• LES DROITS DE L'HOMME EN ALGERIE

    Algérie: Premier rapport de la visite en Algérie de la délégation d'Amnesty International, du 6 au 25 mai 2005

    " L'Algérie est à un tournant, estime la délégation d'Amnesty International, à la fin de sa visite dans le pays. La population et ses dirigeants ont la possibilité, après des années de conflit sanglant —qui fait encore des victimes aujourd'hui—, de reconstruire le pays sur des bases nouvelles, et de tourner le dos aux violations des droits humains et à l'impunité, en privilégiant le respect des droits fondamentaux. "

    Au terme d'une visite de trois semaines au cours de laquelle la délégation d'Amnesty International a visité plusieurs villes du pays et s'est entretenue avec de nombreux représentants de la société civile et de hauts fonctionnaires du gouvernement, ainsi que de victimes d'abus et de violations de droits humains, l'organisation a présenté ses principales conclusions et recommandations à l'opinion publique algérienne et au gouvernement.

    " Les victimes et leurs familles ont droit à la vérité, quels que soient les responsables des malheurs qui les ont frappées. Oublier l'histoire, c'est se condamner à la revivre, et accorder l'impunité aux auteurs d'abus, c'est ouvrir la porte à des tragédies futures " , a insisté l'organisation, qui a tenu à saluer le courage des femmes, victimes de violences tant à l'intérieur qu'à l'extérieur de la cellule familiale. " Les femmes portent le poids du conflit, parfois dans leur chair. Elles doivent absolument être associées à tout changement les concernant. Et des mesures urgentes doivent être prises. "

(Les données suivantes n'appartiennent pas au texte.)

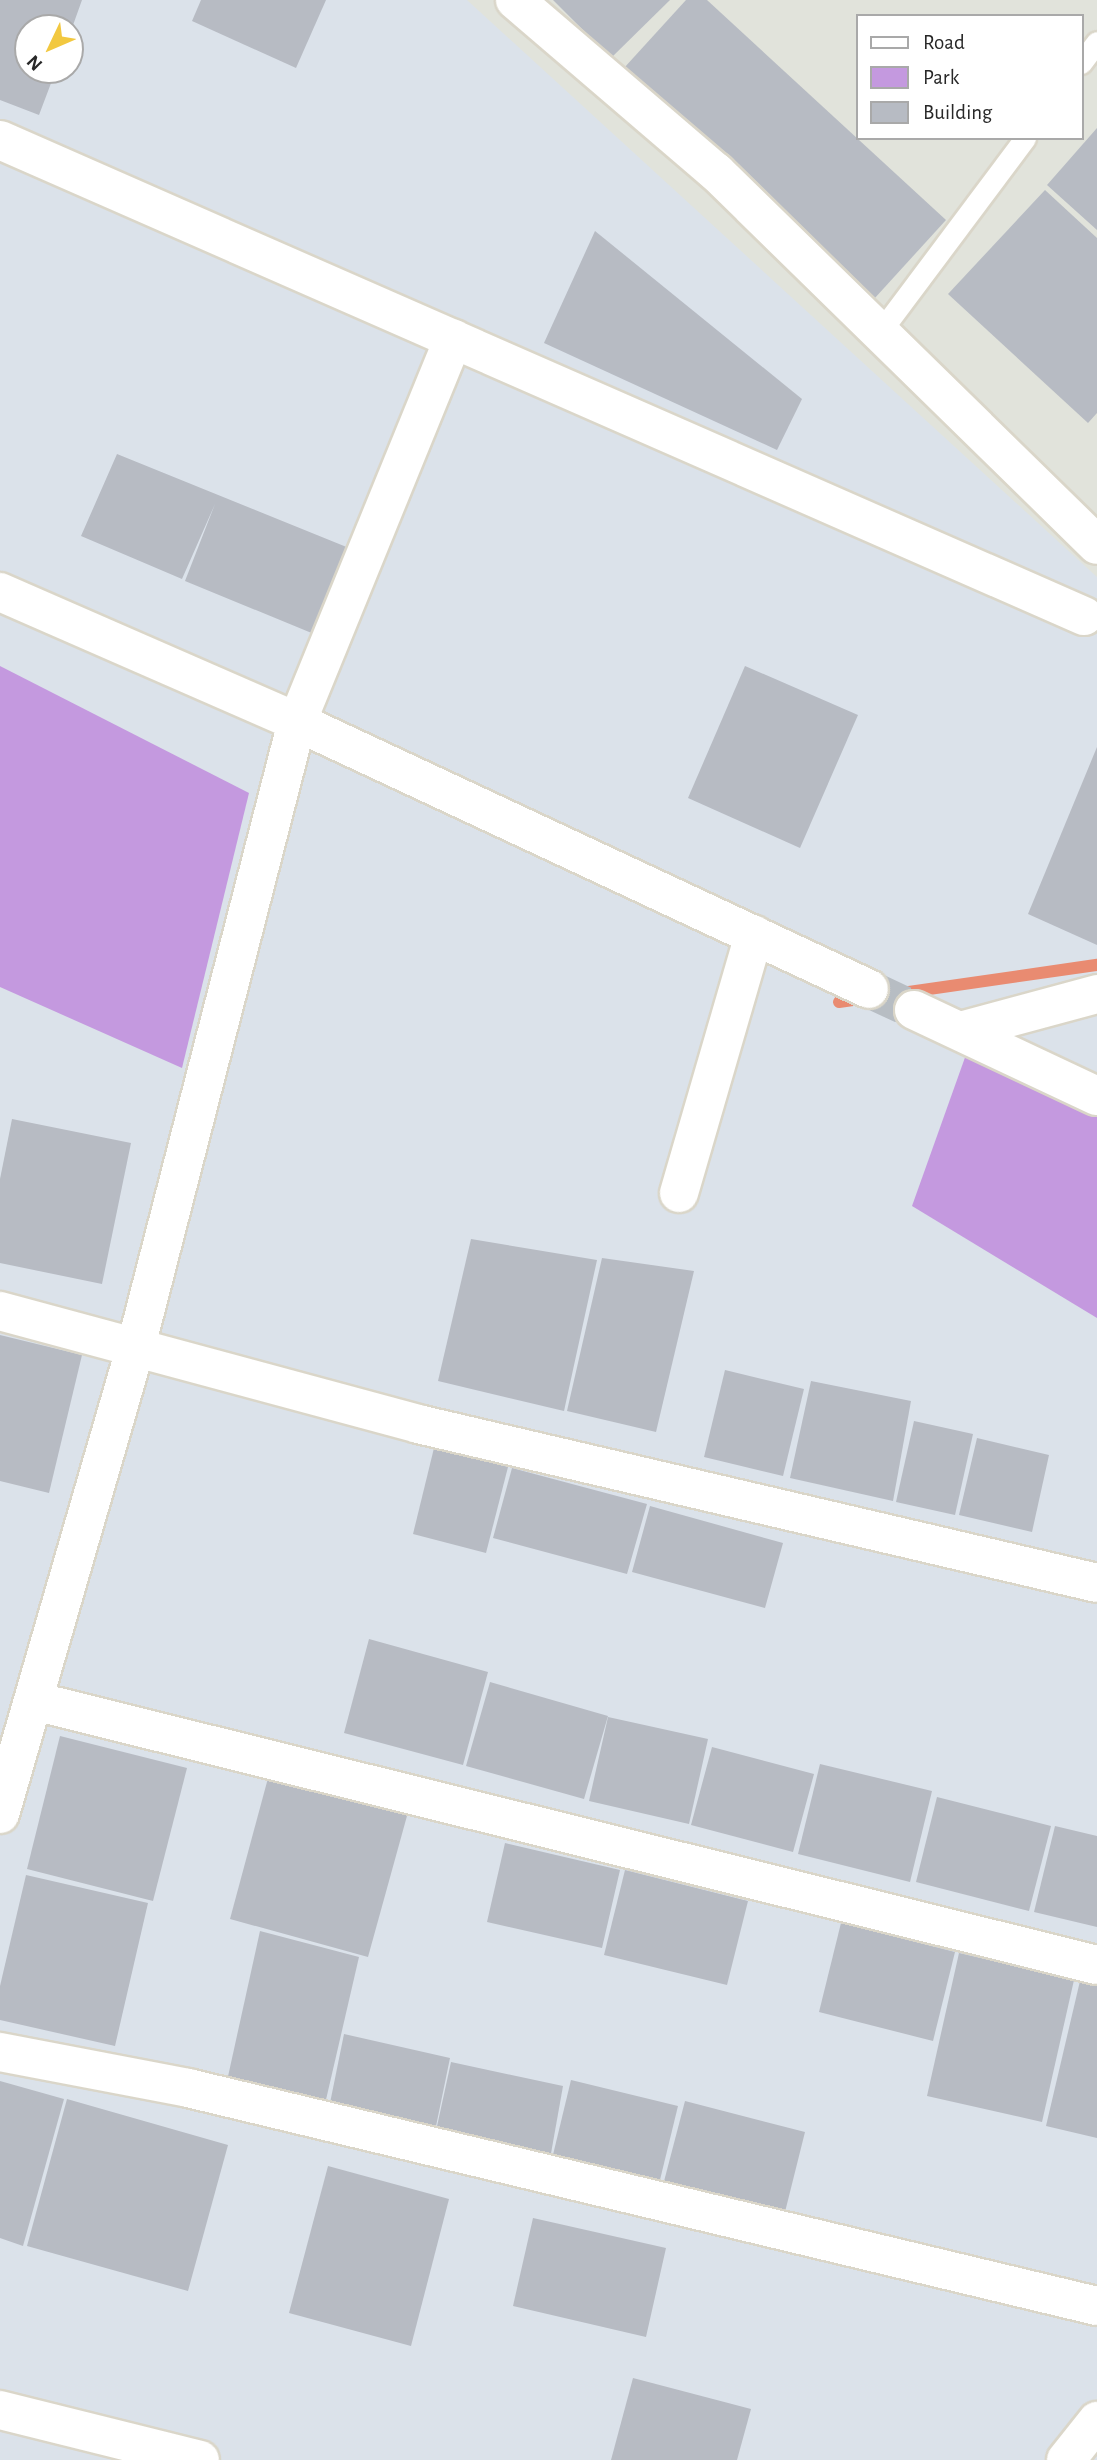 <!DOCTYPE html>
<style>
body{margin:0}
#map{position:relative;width:1097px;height:2460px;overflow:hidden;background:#dbe2ea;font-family:"Alegreya Sans",sans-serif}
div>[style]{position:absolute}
.industrial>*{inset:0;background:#e1e3db}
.green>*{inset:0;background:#c499df}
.stream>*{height:12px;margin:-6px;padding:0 6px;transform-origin:6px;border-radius:6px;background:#e98b71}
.building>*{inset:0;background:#b7bbc3}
.minor-tunnel>*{height:38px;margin-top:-19px;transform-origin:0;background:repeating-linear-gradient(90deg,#b7bdc3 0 38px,transparent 0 57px)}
.roads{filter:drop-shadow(2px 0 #dad6c9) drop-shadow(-2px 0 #dad6c9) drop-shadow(0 2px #dad6c9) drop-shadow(0 -2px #dad6c9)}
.service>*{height:21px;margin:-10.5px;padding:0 10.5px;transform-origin:10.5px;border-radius:10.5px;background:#fff}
.minor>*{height:38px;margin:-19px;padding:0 19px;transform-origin:19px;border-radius:19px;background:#fff}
span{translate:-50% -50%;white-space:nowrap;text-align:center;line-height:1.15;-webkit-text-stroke:7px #fff;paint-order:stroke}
.legend{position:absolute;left:856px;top:14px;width:228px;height:126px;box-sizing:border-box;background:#fff;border:2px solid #a9a9a9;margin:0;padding:9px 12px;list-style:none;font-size:21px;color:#282828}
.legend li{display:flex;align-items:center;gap:14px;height:35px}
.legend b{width:35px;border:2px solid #a9a9a9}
.north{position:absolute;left:14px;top:14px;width:70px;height:70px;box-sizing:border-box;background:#fff;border:2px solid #a9a9a9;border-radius:50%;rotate:226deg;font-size:19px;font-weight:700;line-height:28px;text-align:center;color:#282828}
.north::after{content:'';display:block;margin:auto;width:24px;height:32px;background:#f2c840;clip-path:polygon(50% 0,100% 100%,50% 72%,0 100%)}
</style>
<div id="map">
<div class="industrial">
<i style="clip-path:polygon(evenodd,467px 0,1097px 0,1097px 577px,467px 0,857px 16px,1081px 16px,1081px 138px,857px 138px,857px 16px)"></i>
</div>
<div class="green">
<i style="clip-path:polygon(0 666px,249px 793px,182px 1068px,0 987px)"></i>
<i style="clip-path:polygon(978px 1021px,1097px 1086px,1097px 1318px,912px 1206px)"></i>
</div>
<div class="stream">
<i style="left:839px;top:1002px;width:261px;rotate:-8.2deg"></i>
</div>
<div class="building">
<i style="clip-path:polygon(0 0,82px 0,72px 28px,28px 28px,28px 70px,56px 70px,39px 115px,0 100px)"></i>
<i style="clip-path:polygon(201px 0,326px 0,296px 68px,192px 21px)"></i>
<i style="clip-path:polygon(553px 0,670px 0,611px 58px)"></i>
<i style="clip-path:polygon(686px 0,707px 0,946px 220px,874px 299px,624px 68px)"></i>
<i style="clip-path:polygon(1097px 128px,1097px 230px,1047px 185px)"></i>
<i style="clip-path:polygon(1045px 190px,1097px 238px,1097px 413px,1088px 423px,948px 294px)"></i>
<i style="clip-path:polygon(595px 231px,802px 399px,777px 450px,544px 343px)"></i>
<i style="clip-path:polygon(117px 454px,349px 548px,314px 634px,185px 581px,215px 504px,182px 579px,81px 536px)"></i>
<i style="clip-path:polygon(745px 666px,858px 715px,800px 848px,688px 798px)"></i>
<i style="clip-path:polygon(1097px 747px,1097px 945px,1028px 914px)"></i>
<i style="clip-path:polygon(12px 1119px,131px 1143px,102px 1284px,0 1263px,0 1179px)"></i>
<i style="clip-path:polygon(471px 1239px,597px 1260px,564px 1411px,438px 1381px)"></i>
<i style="clip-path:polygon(602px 1258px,694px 1271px,656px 1432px,567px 1411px)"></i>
<i style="clip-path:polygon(0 1335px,82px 1355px,49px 1493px,0 1481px)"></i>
<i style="clip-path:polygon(725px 1370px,804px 1389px,783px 1476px,704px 1457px)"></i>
<i style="clip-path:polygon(811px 1381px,911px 1401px,893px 1501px,790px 1478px)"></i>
<i style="clip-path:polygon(914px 1421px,973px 1434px,955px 1515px,896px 1502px)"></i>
<i style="clip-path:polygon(977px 1438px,1049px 1455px,1032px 1532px,959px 1515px)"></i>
<i style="clip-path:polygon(434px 1448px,508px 1467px,486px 1553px,413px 1534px)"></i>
<i style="clip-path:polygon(512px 1468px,647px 1504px,627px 1574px,493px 1538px)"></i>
<i style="clip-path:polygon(650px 1506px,783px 1543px,765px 1608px,632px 1572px)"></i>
<i style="clip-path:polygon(369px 1639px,488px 1672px,463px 1765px,344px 1733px)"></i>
<i style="clip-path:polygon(490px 1682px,608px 1716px,584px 1799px,466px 1766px)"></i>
<i style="clip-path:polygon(608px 1717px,708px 1739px,689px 1824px,589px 1801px)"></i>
<i style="clip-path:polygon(60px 1736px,187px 1768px,153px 1901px,27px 1869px)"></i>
<i style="clip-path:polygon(712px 1747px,814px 1774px,793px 1852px,691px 1825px)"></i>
<i style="clip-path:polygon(820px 1764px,932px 1791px,910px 1882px,798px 1854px)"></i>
<i style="clip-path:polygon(271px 1767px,410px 1805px,368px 1957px,230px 1919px)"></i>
<i style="clip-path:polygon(937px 1797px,1051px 1826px,1029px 1911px,916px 1882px)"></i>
<i style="clip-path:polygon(1055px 1826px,1097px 1836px,1097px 1927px,1034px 1912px)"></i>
<i style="clip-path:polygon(505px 1843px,620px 1870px,602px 1948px,487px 1922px)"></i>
<i style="clip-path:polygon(625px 1870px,748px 1901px,727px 1985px,604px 1955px)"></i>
<i style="clip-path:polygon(26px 1875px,148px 1903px,115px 2046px,0 2020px,0 1986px)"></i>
<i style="clip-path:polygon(841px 1923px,955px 1952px,933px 2041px,819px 2012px)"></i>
<i style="clip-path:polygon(260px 1931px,359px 1957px,325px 2104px,227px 2081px)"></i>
<i style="clip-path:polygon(959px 1953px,1074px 1980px,1042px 2122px,927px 2096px)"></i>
<i style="clip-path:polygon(1080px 1981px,1097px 1986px,1097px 2138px,1046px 2126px)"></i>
<i style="clip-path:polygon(344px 2034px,450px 2058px,435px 2131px,329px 2108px)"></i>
<i style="clip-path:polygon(451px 2062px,563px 2086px,550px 2159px,436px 2131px)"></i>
<i style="clip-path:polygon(571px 2080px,678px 2106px,658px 2188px,552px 2159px)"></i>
<i style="clip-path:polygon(0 2081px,64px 2099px,23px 2246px,0 2238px)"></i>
<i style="clip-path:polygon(67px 2099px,228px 2145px,188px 2291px,27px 2246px)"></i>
<i style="clip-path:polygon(685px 2101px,805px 2132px,783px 2220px,662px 2189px)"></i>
<i style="clip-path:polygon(328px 2166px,449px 2199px,411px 2346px,289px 2313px)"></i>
<i style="clip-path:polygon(533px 2218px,666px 2248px,646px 2337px,513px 2306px)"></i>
<i style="clip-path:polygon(633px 2378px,751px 2409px,737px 2460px,611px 2460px)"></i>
</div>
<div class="minor-tunnel">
<i style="left:869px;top:989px;width:50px;rotate:25deg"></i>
</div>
<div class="roads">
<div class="service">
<i style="left:1081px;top:63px;width:26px;rotate:-53deg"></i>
<i style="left:883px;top:328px;width:237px;rotate:-53.2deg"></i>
</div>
<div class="minor">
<i style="left:515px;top:0;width:265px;rotate:40.6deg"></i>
<i style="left:716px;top:172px;width:533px;rotate:44.39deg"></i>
<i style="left:0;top:140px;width:1184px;rotate:23.71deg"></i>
<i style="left:0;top:592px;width:324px;rotate:23.6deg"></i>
<i style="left:297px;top:722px;width:414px;rotate:-67.8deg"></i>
<i style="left:914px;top:1010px;width:202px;rotate:25.2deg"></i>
<i style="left:960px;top:1031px;width:142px;rotate:-15.1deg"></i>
<i style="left:679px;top:1193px;width:269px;rotate:-73.8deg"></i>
<i style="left:0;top:1311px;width:433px;rotate:15.1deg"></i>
<i style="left:418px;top:1424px;width:697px;rotate:13.18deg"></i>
<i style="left:34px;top:1701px;width:1095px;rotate:13.95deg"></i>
<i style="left:0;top:1814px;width:483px;rotate:-73.8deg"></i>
<i style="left:135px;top:1350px;width:649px;rotate:-75.54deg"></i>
<i style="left:297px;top:722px;width:631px;rotate:25.02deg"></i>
<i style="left:0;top:2052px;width:191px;rotate:10.8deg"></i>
<i style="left:188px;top:2088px;width:935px;rotate:13.49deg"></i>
<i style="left:0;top:2410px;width:206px;rotate:14deg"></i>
<i style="left:1066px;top:2460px;width:50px;rotate:-51.5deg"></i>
</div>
</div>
<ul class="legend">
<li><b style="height:9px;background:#fff"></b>Road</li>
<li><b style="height:19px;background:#c499df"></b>Park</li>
<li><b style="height:19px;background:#b7bbc3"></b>Building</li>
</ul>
<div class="north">N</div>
</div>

    Les délégués ont aussi tenu à attirer l'attention des autorités sur les témoignages de tortures et de mauvais traitements qui continuent à parvenir à l'organisation, ainsi que sur les restrictions à la liberté d'expression et d'association qui continuent à s'exercer.
    " Il est capital que le gouvernement associe les organisations de la société civile à la reconstruction du pays. Il faut dès lors que les entraves qui empêchent de travailler correctement aujourd'hui soient levées le plus vite possible " , ont insisté les représentants de l'organisation de défense des droits humains.
    Il faut insister sur le fait que la délégation, malgré une demande en ce sens, n'a été reçue ni par le ministère de la défense, ni par celui de l'intérieur.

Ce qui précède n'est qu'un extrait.